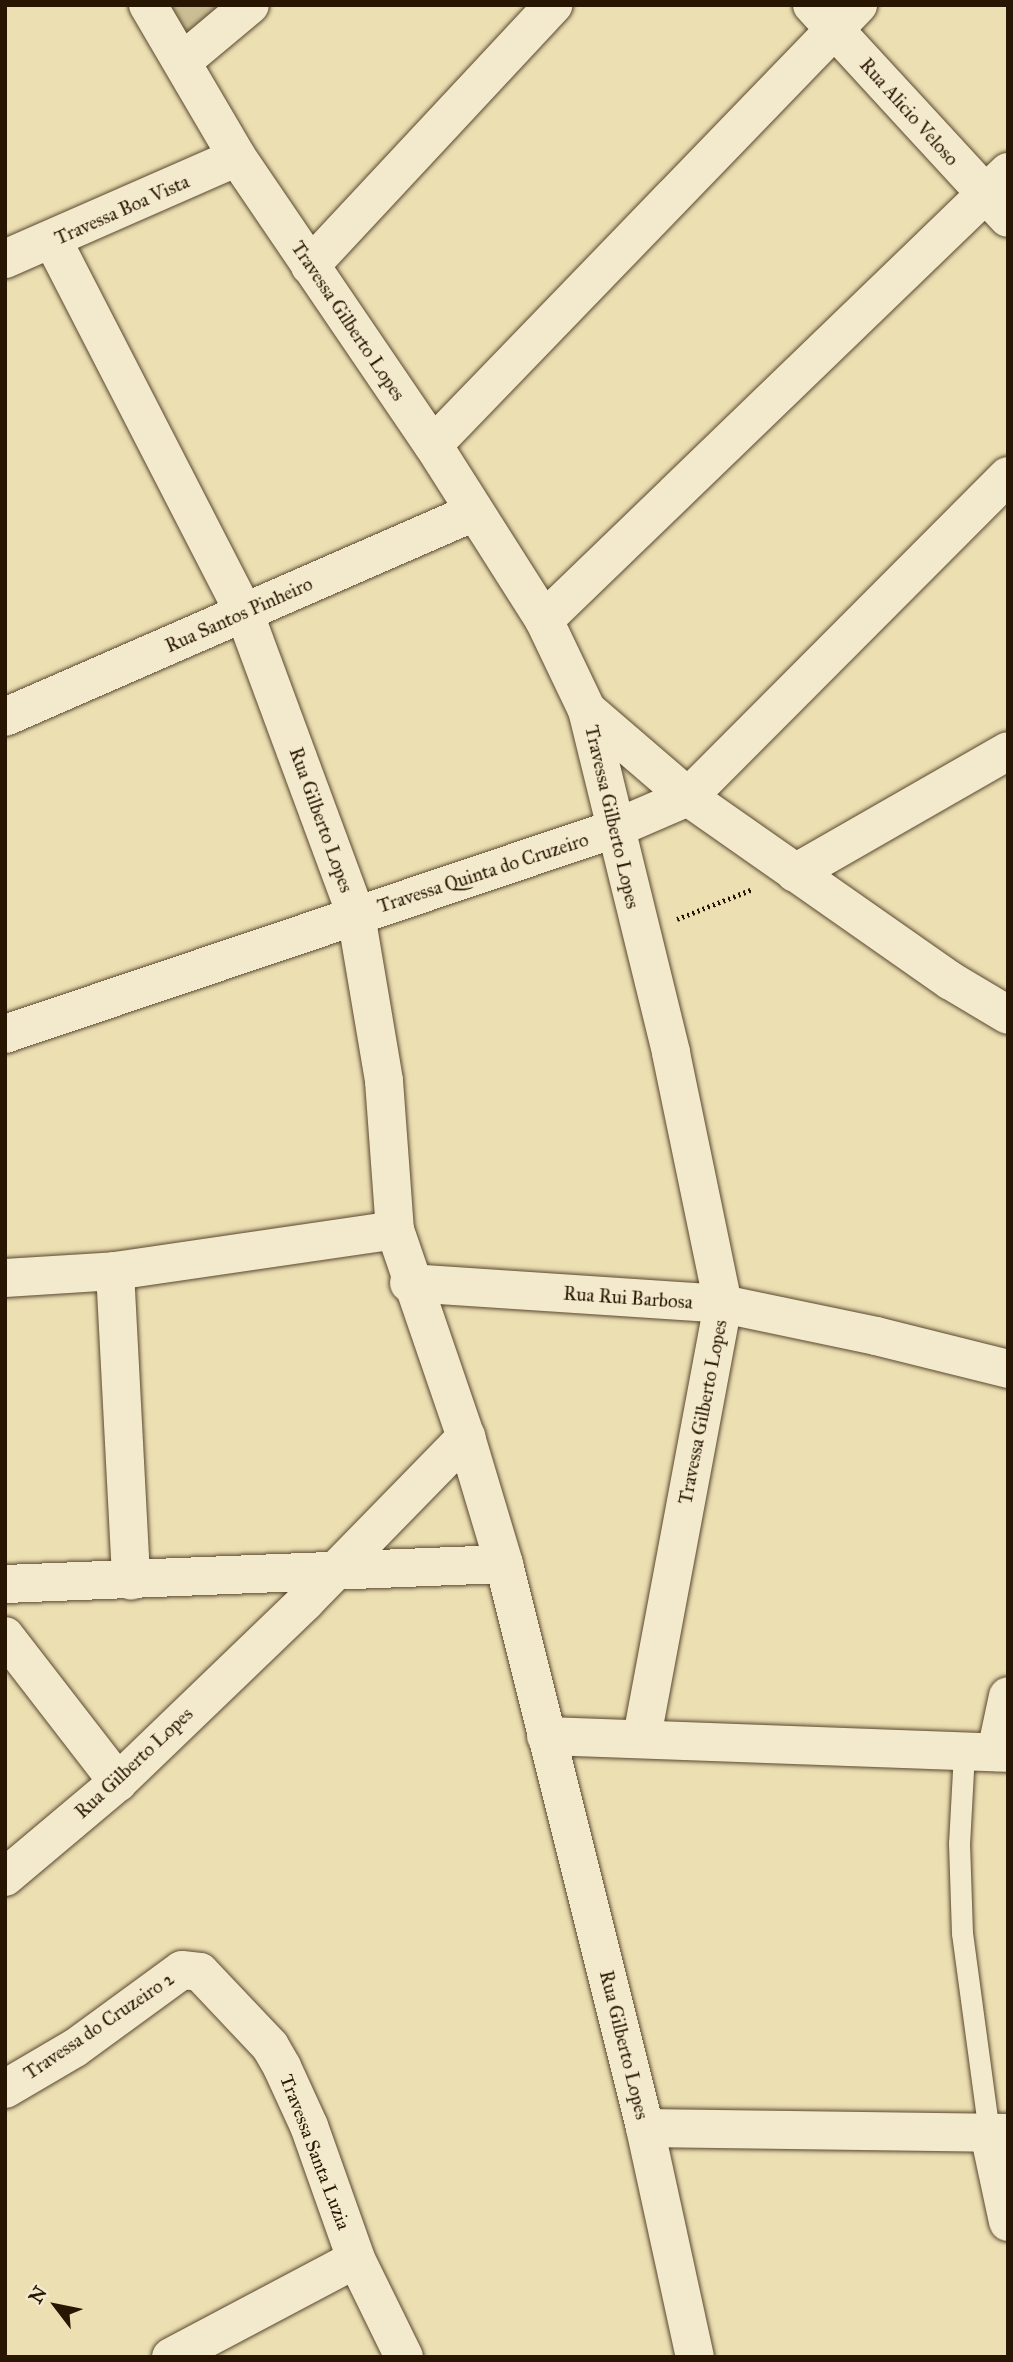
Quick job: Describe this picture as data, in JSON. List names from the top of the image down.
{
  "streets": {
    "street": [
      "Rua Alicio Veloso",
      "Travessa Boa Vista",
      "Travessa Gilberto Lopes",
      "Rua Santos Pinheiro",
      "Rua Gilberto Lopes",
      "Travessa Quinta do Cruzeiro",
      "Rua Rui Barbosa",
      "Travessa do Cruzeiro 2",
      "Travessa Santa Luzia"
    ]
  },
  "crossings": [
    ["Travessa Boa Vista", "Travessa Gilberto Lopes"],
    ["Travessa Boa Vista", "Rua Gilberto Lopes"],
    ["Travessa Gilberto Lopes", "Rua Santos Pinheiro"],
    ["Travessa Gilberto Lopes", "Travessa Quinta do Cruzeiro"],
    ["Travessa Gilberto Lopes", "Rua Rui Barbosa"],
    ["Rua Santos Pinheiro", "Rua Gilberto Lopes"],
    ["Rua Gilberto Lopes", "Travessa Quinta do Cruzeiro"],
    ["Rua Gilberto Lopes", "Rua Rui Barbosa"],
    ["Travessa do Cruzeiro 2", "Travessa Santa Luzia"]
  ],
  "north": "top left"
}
----
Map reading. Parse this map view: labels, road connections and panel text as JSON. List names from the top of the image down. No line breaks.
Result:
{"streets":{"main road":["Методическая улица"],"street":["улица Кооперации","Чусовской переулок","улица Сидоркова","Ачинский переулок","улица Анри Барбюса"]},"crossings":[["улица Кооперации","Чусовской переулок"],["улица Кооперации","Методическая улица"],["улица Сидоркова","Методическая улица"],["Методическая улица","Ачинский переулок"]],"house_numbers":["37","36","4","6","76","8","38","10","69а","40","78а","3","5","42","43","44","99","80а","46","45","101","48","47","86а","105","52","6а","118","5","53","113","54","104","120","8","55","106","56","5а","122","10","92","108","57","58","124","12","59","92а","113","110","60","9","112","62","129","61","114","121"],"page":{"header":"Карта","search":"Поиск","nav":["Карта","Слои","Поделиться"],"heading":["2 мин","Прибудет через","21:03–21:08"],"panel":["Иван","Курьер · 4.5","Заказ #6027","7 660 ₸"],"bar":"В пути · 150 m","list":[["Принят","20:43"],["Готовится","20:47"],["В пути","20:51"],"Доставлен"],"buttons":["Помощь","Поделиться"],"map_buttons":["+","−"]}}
----
Task item
What is needed is each line from the records with the word "Santos" in it.

Result
      "Rua Santos Pinheiro",
    ["Travessa Gilberto Lopes", "Rua Santos Pinheiro"],
    ["Rua Santos Pinheiro", "Rua Gilberto Lopes"],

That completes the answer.